[Task] When scanning the data, count every line with "icon" in it, and report only the resulting number.

= Beginning of Section =

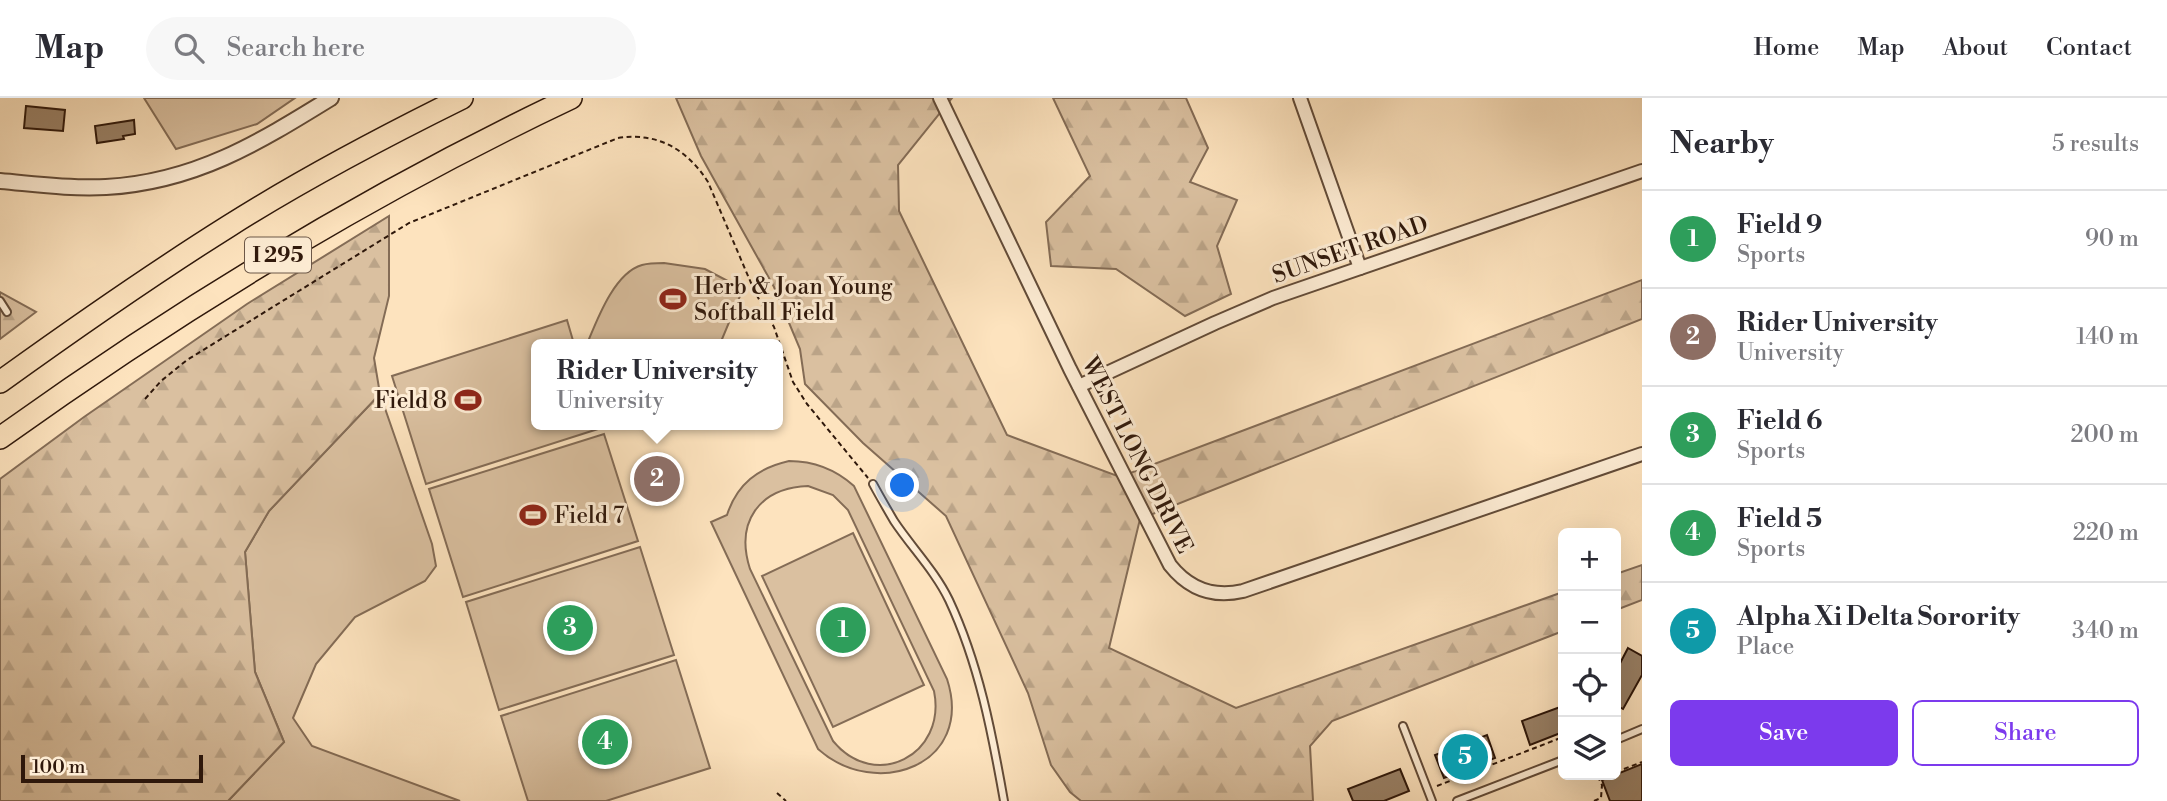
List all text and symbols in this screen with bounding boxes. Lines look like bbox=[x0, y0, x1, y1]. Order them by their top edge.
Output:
search box bbox=[146, 17, 636, 80]
text: Map bbox=[35, 28, 104, 69]
icon: search bbox=[170, 29, 208, 67]
text: Search here bbox=[226, 32, 365, 64]
text: Home bbox=[1754, 33, 1819, 63]
text: Map bbox=[1857, 33, 1905, 63]
text: About bbox=[1943, 33, 2008, 63]
text: Contact bbox=[2046, 33, 2132, 63]
text: Nearby bbox=[1670, 125, 1774, 163]
text: 5 results bbox=[2052, 130, 2139, 158]
text: Field 9 bbox=[1737, 209, 1822, 241]
street label: SUNSET ROAD bbox=[1269, 210, 1432, 290]
text: 1 bbox=[1687, 225, 1699, 253]
text: 90 m bbox=[2085, 225, 2139, 253]
road number: I 295 bbox=[245, 238, 311, 272]
text: Sports bbox=[1737, 241, 1805, 269]
place label: Herb & Joan Young Softball Field bbox=[694, 273, 893, 327]
sports icon: Herb & Joan Young Softball Field bbox=[658, 284, 688, 314]
text: Rider University bbox=[1737, 307, 1938, 339]
text: 2 bbox=[1686, 323, 1700, 351]
text: 140 m bbox=[2076, 323, 2139, 351]
popup bbox=[531, 339, 783, 430]
text: University bbox=[1737, 339, 1844, 367]
street label: WEST LONG DRIVE bbox=[1075, 352, 1199, 558]
text: Rider University bbox=[557, 355, 757, 387]
sports icon: Field 8 bbox=[453, 385, 483, 415]
place label: Field 8 bbox=[374, 387, 447, 415]
text: University bbox=[557, 387, 664, 415]
text: Field 6 bbox=[1737, 405, 1822, 437]
text: 3 bbox=[1686, 421, 1700, 449]
text: 200 m bbox=[2071, 421, 2139, 449]
text: Sports bbox=[1737, 437, 1805, 465]
pin: 2 bbox=[634, 453, 680, 505]
your location bbox=[885, 468, 919, 502]
sports icon: Field 7 bbox=[518, 500, 548, 530]
place label: Field 7 bbox=[554, 502, 625, 530]
text: Field 5 bbox=[1737, 503, 1822, 535]
text: 4 bbox=[1685, 519, 1701, 547]
text: 220 m bbox=[2073, 519, 2139, 547]
map controls bbox=[1558, 528, 1621, 780]
button: + bbox=[1558, 528, 1621, 591]
text: Sports bbox=[1737, 535, 1805, 563]
button: − bbox=[1558, 591, 1621, 654]
text: Alpha Xi Delta Sorority bbox=[1737, 601, 2020, 633]
pin: 3 bbox=[547, 602, 593, 654]
pin: 1 bbox=[820, 604, 866, 656]
text: 5 bbox=[1686, 617, 1700, 645]
text: 340 m bbox=[2072, 617, 2139, 645]
text: Place bbox=[1737, 633, 1794, 661]
button: locate bbox=[1558, 654, 1621, 717]
button: Save bbox=[1670, 700, 1898, 766]
button: Share bbox=[1912, 700, 2139, 766]
pin: 4 bbox=[582, 716, 628, 768]
button: layers bbox=[1558, 717, 1621, 780]
pin: 5 bbox=[1442, 731, 1488, 783]
scale bar bbox=[21, 752, 203, 784]
text: 100 m bbox=[32, 755, 85, 779]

= End of Section =

[Task answer] 4